Re: [sage-support] Re: sage graph -- why is c_graph so slow??

2011-12-31 Thread Nathann Cohen
Hello !!!

> I'll try to test it asap. Having some patch application issues. :-|
> Just in case you're familiar with this, I'll throw it out there. But
> this is probably a job for google:

Oh, not really. This problem comes from the fact that I am using a more
recent version of Sage than you do :

~$ sage
--
| Sage Version 4.8.alpha4, Release Date: 2011-12-13


This one is the developper's version, and our patches should be applied on
this one in case of doubt :-)

Here is where you can find it : http://www.sagemath.org/download-latest.html

By the way, I think some of the recent optimizations in the Graph code that
are included in this version may not be available in the one you are
currently using :-)

Have fuun !

Nathann

-- 
To post to this group, send email to sage-support@googlegroups.com
To unsubscribe from this group, send email to 
sage-support+unsubscr...@googlegroups.com
For more options, visit this group at 
http://groups.google.com/group/sage-support
URL: http://www.sagemath.org


[sage-support] Re: sage graph -- why is c_graph so slow??

2011-12-30 Thread entropy
Nathann,

Many thanks! You're awesome! I looked at the patch, it looks tiny. :)
I'll try to test it asap. Having some patch application issues. :-|
Just in case you're familiar with this, I'll throw it out there. But
this is probably a job for google:

cd "/Applications/sage/devel/sage" && hg import   "/Users/jberwald/src/
trac_12235.patch"
applying /Users/jberwald/src/trac_12235.patch
patching file sage/graphs/base/c_graph.pyx
Hunk #1 FAILED at 2977
1 out of 1 hunks FAILED -- saving rejects to file sage/graphs/base/
c_graph.pyx.rej
patching file sage/graphs/digraph.py
Hunk #1 FAILED at 2561
1 out of 1 hunks FAILED -- saving rejects to file sage/graphs/
digraph.py.rej
abort: patch failed to apply

Thanks!
Jesse

On Dec 29, 10:48 am, Nathann Cohen  wrote:
> Hell !!!
>
> and still much faster than the c_graph implementation.
>
>
>
> Well... I spent *quite* some time over this problem, wrote a LOT of code
> and documentation , to find out later that this could be solved in a *very
> small* patch. I hope all the work I did could be used later on anyway, but
> for the moment there should be no further worries about this SCC method. I
> created a patch for this just there [1], which you will find with some
> benchmarks.
>
> http://trac.sagemath.org/sage_trac/ticket/12235
>
> As a side note, I've also been
>
> > testing subgraph functionality.
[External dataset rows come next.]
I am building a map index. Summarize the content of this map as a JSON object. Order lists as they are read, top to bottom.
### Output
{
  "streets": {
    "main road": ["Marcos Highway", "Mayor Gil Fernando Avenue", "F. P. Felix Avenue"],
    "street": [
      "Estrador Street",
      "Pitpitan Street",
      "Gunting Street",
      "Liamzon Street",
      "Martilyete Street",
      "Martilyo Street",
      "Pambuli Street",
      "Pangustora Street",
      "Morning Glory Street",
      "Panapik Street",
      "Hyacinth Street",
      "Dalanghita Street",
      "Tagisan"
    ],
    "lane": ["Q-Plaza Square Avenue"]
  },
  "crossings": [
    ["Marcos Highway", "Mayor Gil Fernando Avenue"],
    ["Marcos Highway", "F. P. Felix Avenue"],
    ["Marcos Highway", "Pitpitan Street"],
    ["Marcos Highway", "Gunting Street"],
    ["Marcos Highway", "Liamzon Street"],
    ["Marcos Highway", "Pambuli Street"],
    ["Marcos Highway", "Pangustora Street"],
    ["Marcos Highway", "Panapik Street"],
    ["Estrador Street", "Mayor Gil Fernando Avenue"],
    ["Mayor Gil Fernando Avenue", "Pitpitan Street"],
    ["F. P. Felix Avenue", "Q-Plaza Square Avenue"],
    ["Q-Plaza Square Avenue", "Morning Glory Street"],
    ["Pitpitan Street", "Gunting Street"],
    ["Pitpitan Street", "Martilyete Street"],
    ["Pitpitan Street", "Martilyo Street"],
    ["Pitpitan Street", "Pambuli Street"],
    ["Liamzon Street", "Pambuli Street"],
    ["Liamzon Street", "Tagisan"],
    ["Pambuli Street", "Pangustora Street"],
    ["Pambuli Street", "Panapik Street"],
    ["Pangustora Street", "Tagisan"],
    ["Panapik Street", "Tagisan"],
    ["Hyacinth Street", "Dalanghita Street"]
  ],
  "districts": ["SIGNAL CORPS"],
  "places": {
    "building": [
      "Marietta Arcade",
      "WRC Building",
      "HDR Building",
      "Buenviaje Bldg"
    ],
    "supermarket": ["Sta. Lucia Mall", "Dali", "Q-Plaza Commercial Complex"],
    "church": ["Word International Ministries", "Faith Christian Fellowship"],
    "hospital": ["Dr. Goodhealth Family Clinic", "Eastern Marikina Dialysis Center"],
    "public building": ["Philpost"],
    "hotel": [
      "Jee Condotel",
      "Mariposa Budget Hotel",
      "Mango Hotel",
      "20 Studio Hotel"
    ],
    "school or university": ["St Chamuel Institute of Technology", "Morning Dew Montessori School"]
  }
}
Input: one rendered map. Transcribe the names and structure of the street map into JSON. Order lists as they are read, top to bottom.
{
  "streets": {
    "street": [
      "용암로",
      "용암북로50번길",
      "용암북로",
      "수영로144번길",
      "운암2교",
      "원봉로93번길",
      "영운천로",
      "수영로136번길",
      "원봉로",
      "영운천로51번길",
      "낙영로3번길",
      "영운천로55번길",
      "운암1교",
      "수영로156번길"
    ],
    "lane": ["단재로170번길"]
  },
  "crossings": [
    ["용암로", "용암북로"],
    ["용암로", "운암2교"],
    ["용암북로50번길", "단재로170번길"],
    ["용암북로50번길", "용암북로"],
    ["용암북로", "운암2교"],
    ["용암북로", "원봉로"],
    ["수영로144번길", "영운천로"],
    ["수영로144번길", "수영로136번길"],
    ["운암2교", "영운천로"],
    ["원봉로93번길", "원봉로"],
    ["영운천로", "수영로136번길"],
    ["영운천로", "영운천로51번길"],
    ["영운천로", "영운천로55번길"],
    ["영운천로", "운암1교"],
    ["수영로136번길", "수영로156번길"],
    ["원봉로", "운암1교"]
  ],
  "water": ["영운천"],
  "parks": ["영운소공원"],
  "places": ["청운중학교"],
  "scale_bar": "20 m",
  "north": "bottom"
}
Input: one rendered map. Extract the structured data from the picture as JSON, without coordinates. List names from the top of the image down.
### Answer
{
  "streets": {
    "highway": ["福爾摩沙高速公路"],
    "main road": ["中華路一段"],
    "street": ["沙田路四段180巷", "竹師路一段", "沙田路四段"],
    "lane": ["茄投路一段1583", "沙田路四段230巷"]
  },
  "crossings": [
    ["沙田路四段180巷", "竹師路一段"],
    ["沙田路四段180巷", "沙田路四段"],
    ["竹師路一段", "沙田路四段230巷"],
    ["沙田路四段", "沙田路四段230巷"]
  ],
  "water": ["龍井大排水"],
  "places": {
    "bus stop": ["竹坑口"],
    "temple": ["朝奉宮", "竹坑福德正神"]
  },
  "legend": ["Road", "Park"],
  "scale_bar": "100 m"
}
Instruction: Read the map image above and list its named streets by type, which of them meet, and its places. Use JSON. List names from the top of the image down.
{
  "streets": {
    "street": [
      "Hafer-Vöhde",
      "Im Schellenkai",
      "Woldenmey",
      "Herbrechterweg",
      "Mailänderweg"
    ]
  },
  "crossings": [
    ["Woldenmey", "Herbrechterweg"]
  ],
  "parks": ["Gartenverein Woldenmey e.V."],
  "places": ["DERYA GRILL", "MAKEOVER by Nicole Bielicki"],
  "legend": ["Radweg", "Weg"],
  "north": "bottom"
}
Eg.,
> >  self.M.subgraph(self.rand_verts(K)), which maybe has a better
> > implementation using subgraph_search() ??
>
> Nonononono ! This subgraph method has nothing to do with subgraph_search !
> The subgraph method takes as an argument a set of vertices and returns the
> graph induced by those vertices. The subgraph_search (and all the
> subgraph_search_* method) take as an argument *another graph*, and look for
> copies of this other graph inside of the first one. Which is dead harder :-D
>
> > Anyways, I greatly appreciate your help with this. It would be great
> > to be able to use Sage/Python to run all of our code.
>
> Please complain whenever you have the slightest thought that Sage may not
> be the best graph library in the world :-p
>
> Have fuun ! :-p
>
> Nathann

-- 
To post to this group, send email to sage-support@googlegroups.com
To unsubscribe from this group, send email to 
sage-support+unsubscr...@googlegroups.com
For more options, visit this group at 
http://groups.google.com/group/sage-support
URL: http://www.sagemath.org


[sage-support] Re: sage graph -- why is c_graph so slow??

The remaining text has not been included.